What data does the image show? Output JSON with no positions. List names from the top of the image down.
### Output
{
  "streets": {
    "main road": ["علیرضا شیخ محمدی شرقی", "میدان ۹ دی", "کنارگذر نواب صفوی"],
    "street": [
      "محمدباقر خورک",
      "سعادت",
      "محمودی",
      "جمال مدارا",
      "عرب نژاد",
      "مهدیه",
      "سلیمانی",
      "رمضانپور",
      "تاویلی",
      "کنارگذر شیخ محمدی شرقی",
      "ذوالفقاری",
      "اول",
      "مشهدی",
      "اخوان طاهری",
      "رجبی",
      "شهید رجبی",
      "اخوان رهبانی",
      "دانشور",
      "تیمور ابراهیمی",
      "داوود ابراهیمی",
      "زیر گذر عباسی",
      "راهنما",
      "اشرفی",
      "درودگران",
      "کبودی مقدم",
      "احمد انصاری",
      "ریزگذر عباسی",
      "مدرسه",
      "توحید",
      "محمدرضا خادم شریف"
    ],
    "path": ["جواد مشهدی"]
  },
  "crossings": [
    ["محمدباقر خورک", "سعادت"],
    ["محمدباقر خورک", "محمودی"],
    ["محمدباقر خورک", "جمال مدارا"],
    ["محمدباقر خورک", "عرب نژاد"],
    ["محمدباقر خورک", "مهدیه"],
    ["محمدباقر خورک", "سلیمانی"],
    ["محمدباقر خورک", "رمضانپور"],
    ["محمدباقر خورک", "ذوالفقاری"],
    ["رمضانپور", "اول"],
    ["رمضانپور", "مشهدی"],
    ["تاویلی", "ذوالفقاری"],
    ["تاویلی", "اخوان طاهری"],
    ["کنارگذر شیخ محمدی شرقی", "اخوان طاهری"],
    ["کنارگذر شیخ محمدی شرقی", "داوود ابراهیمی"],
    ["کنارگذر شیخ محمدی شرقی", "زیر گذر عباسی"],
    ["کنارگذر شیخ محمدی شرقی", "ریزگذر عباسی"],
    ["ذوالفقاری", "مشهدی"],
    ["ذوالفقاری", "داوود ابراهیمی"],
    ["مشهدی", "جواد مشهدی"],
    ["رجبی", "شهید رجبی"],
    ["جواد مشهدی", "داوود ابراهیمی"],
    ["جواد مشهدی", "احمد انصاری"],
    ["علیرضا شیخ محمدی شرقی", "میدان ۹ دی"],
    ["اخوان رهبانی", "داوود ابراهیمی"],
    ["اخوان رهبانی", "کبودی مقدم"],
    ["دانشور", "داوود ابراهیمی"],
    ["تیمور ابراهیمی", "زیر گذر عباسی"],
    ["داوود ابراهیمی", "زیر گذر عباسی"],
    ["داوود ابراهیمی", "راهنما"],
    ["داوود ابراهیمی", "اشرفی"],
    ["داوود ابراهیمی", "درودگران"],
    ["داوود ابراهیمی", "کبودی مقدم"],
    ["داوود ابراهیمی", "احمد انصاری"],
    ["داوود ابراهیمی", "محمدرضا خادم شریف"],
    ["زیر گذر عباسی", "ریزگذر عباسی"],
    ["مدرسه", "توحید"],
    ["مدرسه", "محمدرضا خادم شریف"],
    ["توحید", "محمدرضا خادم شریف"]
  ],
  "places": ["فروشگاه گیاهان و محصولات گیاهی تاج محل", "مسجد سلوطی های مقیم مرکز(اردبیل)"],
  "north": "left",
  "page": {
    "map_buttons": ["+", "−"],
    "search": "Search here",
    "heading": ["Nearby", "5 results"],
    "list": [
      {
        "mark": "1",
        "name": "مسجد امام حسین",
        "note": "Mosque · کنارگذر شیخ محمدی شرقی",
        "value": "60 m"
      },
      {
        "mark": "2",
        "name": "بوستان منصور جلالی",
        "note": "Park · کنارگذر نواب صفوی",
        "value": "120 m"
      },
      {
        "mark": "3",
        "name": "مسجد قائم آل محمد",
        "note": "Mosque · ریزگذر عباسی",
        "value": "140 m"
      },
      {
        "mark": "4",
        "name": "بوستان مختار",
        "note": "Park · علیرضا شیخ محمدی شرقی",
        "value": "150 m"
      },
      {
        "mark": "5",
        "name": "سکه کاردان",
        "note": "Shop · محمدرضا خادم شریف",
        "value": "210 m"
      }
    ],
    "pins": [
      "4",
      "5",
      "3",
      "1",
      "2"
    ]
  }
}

PROBLEM
Would you give the listing again, word for word?

RESULT OF THE EXERCISE
What data does the image show? Output JSON with no positions. List names from the top of the image down.
### Output
{
  "streets": {
    "main road": ["علیرضا شیخ محمدی شرقی", "میدان ۹ دی", "کنارگذر نواب صفوی"],
    "street": [
      "محمدباقر خورک",
      "سعادت",
      "محمودی",
      "جمال مدارا",
      "عرب نژاد",
      "مهدیه",
      "سلیمانی",
      "رمضانپور",
      "تاویلی",
      "کنارگذر شیخ محمدی شرقی",
      "ذوالفقاری",
      "اول",
      "مشهدی",
      "اخوان طاهری",
      "رجبی",
      "شهید رجبی",
      "اخوان رهبانی",
      "دانشور",
      "تیمور ابراهیمی",
      "داوود ابراهیمی",
      "زیر گذر عباسی",
      "راهنما",
      "اشرفی",
      "درودگران",
      "کبودی مقدم",
      "احمد انصاری",
      "ریزگذر عباسی",
      "مدرسه",
      "توحید",
      "محمدرضا خادم شریف"
    ],
    "path": ["جواد مشهدی"]
  },
  "crossings": [
    ["محمدباقر خورک", "سعادت"],
    ["محمدباقر خورک", "محمودی"],
    ["محمدباقر خورک", "جمال مدارا"],
    ["محمدباقر خورک", "عرب نژاد"],
    ["محمدباقر خورک", "مهدیه"],
    ["محمدباقر خورک", "سلیمانی"],
    ["محمدباقر خورک", "رمضانپور"],
    ["محمدباقر خورک", "ذوالفقاری"],
    ["رمضانپور", "اول"],
    ["رمضانپور", "مشهدی"],
    ["تاویلی", "ذوالفقاری"],
    ["تاویلی", "اخوان طاهری"],
    ["کنارگذر شیخ محمدی شرقی", "اخوان طاهری"],
    ["کنارگذر شیخ محمدی شرقی", "داوود ابراهیمی"],
    ["کنارگذر شیخ محمدی شرقی", "زیر گذر عباسی"],
    ["کنارگذر شیخ محمدی شرقی", "ریزگذر عباسی"],
    ["ذوالفقاری", "مشهدی"],
    ["ذوالفقاری", "داوود ابراهیمی"],
    ["مشهدی", "جواد مشهدی"],
    ["رجبی", "شهید رجبی"],
    ["جواد مشهدی", "داوود ابراهیمی"],
    ["جواد مشهدی", "احمد انصاری"],
    ["علیرضا شیخ محمدی شرقی", "میدان ۹ دی"],
    ["اخوان رهبانی", "داوود ابراهیمی"],
    ["اخوان رهبانی", "کبودی مقدم"],
    ["دانشور", "داوود ابراهیمی"],
    ["تیمور ابراهیمی", "زیر گذر عباسی"],
    ["داوود ابراهیمی", "زیر گذر عباسی"],
    ["داوود ابراهیمی", "راهنما"],
    ["داوود ابراهیمی", "اشرفی"],
    ["داوود ابراهیمی", "درودگران"],
    ["داوود ابراهیمی", "کبودی مقدم"],
    ["داوود ابراهیمی", "احمد انصاری"],
    ["داوود ابراهیمی", "محمدرضا خادم شریف"],
    ["زیر گذر عباسی", "ریزگذر عباسی"],
    ["مدرسه", "توحید"],
    ["مدرسه", "محمدرضا خادم شریف"],
    ["توحید", "محمدرضا خادم شریف"]
  ],
  "places": ["فروشگاه گیاهان و محصولات گیاهی تاج محل", "مسجد سلوطی های مقیم مرکز(اردبیل)"],
  "north": "left",
  "page": {
    "map_buttons": ["+", "−"],
    "search": "Search here",
    "heading": ["Nearby", "5 results"],
    "list": [
      {
        "mark": "1",
        "name": "مسجد امام حسین",
        "note": "Mosque · کنارگذر شیخ محمدی شرقی",
        "value": "60 m"
      },
      {
        "mark": "2",
        "name": "بوستان منصور جلالی",
        "note": "Park · کنارگذر نواب صفوی",
        "value": "120 m"
      },
      {
        "mark": "3",
        "name": "مسجد قائم آل محمد",
        "note": "Mosque · ریزگذر عباسی",
        "value": "140 m"
      },
      {
        "mark": "4",
        "name": "بوستان مختار",
        "note": "Park · علیرضا شیخ محمدی شرقی",
        "value": "150 m"
      },
      {
        "mark": "5",
        "name": "سکه کاردان",
        "note": "Shop · محمدرضا خادم شریف",
        "value": "210 m"
      }
    ],
    "pins": [
      "4",
      "5",
      "3",
      "1",
      "2"
    ]
  }
}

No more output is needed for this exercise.